Paul Hansen parle de la promiscuité , de l'insupportable du milieu carcéral, raconte, se souvient de son enfance, de sa famille , coincé entre deux parents , aux goûts, professions, manières de vivre, de penser, complètement discordants. le père, pasteur bienveillant, mais conventionnel, la mère, directrice d'un cinéma d'art et d'essai, engagée virulente,elle mettra, ainsi, son pasteur de mari, dans les situations les plus acrobatiques, vis à vis de son ministère....
Paul, ce fils unique... se construit dans cette famille dysfonctionnelle, comme il peut, admirant immensément sa mère, et plus affectivement attaché à son père... qui semble plutôt palot , comparé à la personnalité maternelle très affirmée !!
Revenons au présent du récit de Paul Hansen, qui partage sa cellule avec un grand escogriffe, Horton, un peu "brut de coffrage", emprisonné pour meurtre... Ces deux-là sont aux antipodes l'un de l'autre, mais le quotidien partagé reste pacifique !
Notre narrateur, Hansen, après avoir exercé tous les petits boulots imaginables, devint le "Surintendant " à l'Excelsior, une sorte de mélange détonant d'Homme à tout faire et "d'Homme aux clefs d'or" !!!

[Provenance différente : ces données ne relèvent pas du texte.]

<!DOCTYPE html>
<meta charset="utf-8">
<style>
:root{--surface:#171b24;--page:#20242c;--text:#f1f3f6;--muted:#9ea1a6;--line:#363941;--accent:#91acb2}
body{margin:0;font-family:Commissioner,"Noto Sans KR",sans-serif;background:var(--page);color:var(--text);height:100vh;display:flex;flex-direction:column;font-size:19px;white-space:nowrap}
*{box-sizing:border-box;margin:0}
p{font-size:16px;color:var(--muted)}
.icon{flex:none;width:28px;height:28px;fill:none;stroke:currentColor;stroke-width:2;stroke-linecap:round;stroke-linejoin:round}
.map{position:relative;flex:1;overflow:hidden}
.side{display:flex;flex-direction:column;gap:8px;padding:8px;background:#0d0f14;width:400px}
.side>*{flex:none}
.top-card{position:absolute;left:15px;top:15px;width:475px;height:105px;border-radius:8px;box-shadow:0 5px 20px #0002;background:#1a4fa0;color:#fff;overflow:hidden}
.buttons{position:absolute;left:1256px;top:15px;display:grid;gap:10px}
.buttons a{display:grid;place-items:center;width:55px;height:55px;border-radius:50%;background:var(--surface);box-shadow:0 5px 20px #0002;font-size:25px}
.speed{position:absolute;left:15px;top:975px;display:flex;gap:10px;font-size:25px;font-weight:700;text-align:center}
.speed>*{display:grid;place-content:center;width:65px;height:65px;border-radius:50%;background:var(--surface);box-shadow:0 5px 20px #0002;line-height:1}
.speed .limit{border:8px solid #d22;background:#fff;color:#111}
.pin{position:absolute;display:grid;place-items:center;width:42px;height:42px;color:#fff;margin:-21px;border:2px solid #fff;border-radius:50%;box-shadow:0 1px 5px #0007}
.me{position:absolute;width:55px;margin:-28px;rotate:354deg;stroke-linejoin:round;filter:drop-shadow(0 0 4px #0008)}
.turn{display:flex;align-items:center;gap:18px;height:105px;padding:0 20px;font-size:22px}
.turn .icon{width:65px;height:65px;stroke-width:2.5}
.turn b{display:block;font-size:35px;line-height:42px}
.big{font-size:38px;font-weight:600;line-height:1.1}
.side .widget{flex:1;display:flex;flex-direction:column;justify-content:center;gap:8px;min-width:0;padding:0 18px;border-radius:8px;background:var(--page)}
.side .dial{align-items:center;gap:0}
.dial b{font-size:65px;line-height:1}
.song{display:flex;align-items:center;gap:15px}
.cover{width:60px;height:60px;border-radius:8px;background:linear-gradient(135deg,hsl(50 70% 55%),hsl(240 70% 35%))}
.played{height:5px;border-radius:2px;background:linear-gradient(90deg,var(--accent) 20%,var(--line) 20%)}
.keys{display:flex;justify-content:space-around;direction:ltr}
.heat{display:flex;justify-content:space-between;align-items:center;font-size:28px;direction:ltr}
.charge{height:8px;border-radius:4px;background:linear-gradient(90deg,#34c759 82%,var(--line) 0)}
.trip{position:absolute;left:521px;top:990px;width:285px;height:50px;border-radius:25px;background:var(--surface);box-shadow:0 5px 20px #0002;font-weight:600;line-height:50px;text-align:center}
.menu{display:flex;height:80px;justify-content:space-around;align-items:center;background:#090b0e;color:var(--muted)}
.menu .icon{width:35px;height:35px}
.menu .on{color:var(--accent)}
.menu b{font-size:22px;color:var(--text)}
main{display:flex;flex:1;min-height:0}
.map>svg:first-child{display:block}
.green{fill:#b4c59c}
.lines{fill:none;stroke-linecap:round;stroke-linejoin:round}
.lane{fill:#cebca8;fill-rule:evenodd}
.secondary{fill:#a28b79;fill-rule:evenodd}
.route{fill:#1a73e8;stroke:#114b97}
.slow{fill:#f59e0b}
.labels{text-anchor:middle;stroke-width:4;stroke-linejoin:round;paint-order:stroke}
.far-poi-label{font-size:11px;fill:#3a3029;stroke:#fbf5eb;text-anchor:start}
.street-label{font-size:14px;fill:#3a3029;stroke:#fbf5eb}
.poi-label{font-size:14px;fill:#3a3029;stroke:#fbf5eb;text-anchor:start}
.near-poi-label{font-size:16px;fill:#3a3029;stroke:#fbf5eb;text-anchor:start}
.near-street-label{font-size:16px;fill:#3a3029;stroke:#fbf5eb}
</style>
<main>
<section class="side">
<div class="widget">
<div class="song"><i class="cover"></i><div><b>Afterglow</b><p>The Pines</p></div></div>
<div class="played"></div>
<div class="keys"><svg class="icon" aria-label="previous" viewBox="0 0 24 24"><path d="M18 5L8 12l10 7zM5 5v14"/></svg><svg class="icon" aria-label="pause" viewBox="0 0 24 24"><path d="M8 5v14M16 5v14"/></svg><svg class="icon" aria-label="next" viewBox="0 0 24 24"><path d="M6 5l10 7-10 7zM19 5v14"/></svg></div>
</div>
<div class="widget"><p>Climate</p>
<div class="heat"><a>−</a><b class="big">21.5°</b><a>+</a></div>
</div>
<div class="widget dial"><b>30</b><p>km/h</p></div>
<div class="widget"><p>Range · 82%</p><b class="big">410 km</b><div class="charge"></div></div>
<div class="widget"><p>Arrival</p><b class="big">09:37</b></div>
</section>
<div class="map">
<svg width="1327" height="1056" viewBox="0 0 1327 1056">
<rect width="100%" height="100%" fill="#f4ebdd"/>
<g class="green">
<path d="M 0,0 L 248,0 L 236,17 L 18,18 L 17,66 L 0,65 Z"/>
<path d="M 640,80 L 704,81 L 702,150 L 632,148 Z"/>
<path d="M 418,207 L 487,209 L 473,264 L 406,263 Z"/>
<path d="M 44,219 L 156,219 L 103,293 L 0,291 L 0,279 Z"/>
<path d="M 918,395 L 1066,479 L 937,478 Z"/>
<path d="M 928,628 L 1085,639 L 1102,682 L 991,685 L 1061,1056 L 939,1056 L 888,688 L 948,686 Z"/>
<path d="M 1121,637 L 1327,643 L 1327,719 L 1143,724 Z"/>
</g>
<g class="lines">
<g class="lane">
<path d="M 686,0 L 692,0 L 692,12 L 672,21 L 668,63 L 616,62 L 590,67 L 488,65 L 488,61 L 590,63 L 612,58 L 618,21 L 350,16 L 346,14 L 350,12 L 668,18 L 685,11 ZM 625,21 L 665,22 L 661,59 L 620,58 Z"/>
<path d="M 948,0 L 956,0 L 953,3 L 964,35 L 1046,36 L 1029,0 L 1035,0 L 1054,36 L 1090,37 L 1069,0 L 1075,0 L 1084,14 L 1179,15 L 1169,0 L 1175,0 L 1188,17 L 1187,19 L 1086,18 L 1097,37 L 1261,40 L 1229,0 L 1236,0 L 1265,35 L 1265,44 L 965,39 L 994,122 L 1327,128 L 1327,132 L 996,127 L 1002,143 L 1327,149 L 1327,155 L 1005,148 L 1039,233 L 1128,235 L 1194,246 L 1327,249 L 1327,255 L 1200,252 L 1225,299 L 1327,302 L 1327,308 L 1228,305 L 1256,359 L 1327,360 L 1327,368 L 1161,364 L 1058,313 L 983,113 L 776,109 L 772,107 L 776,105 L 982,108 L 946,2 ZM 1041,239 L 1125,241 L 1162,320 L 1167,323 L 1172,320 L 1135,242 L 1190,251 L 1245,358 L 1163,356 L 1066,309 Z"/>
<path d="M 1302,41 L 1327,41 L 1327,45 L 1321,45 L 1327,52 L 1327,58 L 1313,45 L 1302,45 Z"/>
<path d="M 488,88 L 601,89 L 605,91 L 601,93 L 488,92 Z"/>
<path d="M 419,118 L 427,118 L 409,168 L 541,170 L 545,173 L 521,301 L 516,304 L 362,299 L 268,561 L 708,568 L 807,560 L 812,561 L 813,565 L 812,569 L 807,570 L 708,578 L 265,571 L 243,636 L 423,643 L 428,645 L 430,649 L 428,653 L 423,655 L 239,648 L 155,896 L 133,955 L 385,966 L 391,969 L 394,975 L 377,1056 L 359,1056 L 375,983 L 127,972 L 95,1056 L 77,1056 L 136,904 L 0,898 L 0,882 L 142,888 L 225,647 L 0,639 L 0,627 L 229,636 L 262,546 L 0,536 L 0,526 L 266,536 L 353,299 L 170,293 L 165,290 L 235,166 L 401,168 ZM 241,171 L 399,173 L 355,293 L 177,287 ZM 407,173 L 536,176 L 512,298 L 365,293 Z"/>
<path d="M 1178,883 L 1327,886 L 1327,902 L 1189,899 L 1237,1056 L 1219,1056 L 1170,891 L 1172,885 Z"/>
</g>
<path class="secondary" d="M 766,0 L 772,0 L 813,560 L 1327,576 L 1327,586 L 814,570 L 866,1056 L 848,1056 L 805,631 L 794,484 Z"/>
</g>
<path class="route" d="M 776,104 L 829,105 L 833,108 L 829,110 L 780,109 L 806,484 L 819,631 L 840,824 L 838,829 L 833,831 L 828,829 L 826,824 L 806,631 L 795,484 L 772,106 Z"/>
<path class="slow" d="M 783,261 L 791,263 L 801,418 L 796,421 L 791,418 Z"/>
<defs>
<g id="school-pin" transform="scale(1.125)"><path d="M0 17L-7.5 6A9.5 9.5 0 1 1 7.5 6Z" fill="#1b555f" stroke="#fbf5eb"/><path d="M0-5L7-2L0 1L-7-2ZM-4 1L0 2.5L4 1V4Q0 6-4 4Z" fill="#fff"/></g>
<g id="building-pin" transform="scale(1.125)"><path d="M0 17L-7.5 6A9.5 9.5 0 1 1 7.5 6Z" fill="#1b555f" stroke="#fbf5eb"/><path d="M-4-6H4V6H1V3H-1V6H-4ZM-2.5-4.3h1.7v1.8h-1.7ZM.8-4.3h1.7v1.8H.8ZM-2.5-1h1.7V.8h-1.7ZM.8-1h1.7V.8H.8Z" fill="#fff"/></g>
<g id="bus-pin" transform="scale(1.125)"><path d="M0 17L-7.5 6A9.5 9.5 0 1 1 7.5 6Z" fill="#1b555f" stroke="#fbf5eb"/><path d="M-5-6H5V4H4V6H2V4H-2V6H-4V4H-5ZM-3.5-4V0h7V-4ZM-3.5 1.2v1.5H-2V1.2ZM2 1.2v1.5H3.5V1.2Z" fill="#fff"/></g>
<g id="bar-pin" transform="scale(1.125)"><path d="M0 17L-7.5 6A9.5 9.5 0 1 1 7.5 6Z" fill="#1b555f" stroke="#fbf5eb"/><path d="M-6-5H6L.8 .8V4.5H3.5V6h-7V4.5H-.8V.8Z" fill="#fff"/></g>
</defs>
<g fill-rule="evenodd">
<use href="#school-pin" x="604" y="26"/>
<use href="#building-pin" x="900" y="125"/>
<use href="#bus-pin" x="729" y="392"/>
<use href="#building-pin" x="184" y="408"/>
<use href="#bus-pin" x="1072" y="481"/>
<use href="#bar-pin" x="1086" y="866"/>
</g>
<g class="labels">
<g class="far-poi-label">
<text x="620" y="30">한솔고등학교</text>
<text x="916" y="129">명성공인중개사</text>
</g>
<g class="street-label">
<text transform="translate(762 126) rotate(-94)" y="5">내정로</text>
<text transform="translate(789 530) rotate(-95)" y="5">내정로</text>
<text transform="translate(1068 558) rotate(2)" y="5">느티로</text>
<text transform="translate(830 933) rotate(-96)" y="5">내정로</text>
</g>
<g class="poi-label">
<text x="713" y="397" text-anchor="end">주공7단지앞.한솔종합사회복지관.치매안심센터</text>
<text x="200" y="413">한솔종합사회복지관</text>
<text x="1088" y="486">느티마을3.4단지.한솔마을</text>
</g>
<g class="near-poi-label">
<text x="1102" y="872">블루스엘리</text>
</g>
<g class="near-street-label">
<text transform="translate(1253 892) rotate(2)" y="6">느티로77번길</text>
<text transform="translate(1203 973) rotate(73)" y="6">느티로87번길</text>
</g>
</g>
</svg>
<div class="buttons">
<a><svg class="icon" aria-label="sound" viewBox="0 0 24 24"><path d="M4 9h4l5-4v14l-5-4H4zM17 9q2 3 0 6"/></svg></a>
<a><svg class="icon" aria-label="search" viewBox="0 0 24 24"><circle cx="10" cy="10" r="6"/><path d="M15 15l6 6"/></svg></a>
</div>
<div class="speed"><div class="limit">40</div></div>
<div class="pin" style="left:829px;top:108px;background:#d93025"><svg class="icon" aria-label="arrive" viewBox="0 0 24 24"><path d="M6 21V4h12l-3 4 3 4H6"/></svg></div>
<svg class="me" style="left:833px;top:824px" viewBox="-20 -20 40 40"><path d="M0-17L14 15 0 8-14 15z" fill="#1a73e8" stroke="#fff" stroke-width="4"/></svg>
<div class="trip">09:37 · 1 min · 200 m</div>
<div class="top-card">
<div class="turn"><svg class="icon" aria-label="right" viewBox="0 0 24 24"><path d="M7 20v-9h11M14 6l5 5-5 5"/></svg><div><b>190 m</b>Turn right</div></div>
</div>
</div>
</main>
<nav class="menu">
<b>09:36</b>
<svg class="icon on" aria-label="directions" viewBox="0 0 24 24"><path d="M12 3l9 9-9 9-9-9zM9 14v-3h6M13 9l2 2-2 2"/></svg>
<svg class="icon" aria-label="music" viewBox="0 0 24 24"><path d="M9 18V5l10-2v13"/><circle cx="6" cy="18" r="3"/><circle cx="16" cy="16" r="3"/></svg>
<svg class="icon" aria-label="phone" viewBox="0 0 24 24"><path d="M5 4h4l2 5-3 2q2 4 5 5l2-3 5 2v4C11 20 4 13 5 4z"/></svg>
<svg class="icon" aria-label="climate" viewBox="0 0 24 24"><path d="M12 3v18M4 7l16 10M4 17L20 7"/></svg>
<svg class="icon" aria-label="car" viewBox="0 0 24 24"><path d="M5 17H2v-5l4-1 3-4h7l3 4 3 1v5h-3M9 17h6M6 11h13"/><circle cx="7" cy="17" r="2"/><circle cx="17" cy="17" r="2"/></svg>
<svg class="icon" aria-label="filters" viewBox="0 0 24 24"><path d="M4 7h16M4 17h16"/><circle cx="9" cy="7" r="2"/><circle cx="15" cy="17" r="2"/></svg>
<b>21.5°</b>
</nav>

Il s'impliqua tant, qu'en plus de toutes ses responsabilités de maintenance du bâtiment, il se préoccupait des résidents, les voyait vieillir, souffrir de la solitude. S'étant attaché à eux, il débordait largement de ses fonctions initiales !... ce qui ne fut pas du goût du nouveau responsable- porte-parole des co-propriétaires, arrogant et obsédé de rentabilité et de sens pratique...le clash ne pouvait que survenir !!!
"Durant ces années-là, sur ses soixante-huit résidents, l'Excelsior comptait vingt-et-une femmes seules, toutes relativement âgés. Et toutes comptaient sur moi. Parfois pour déboucher un évier, parfois pour évoquer le passé et alléger une mémoire prête à déborder. Certains soirs, j'avais l'impression d'avoir passé plus de temps à écouter crisser les âmes qu'à vérifier sur le toit les grincements des extracteurs. Mais j'avais trente-cinq ans, la patience d'un ange et surtout ce goût qui ne me quitterait plus jamais, cette envie de réparer les choses, de bien les traiter, de les soigner, de les surveiller".(p. 154)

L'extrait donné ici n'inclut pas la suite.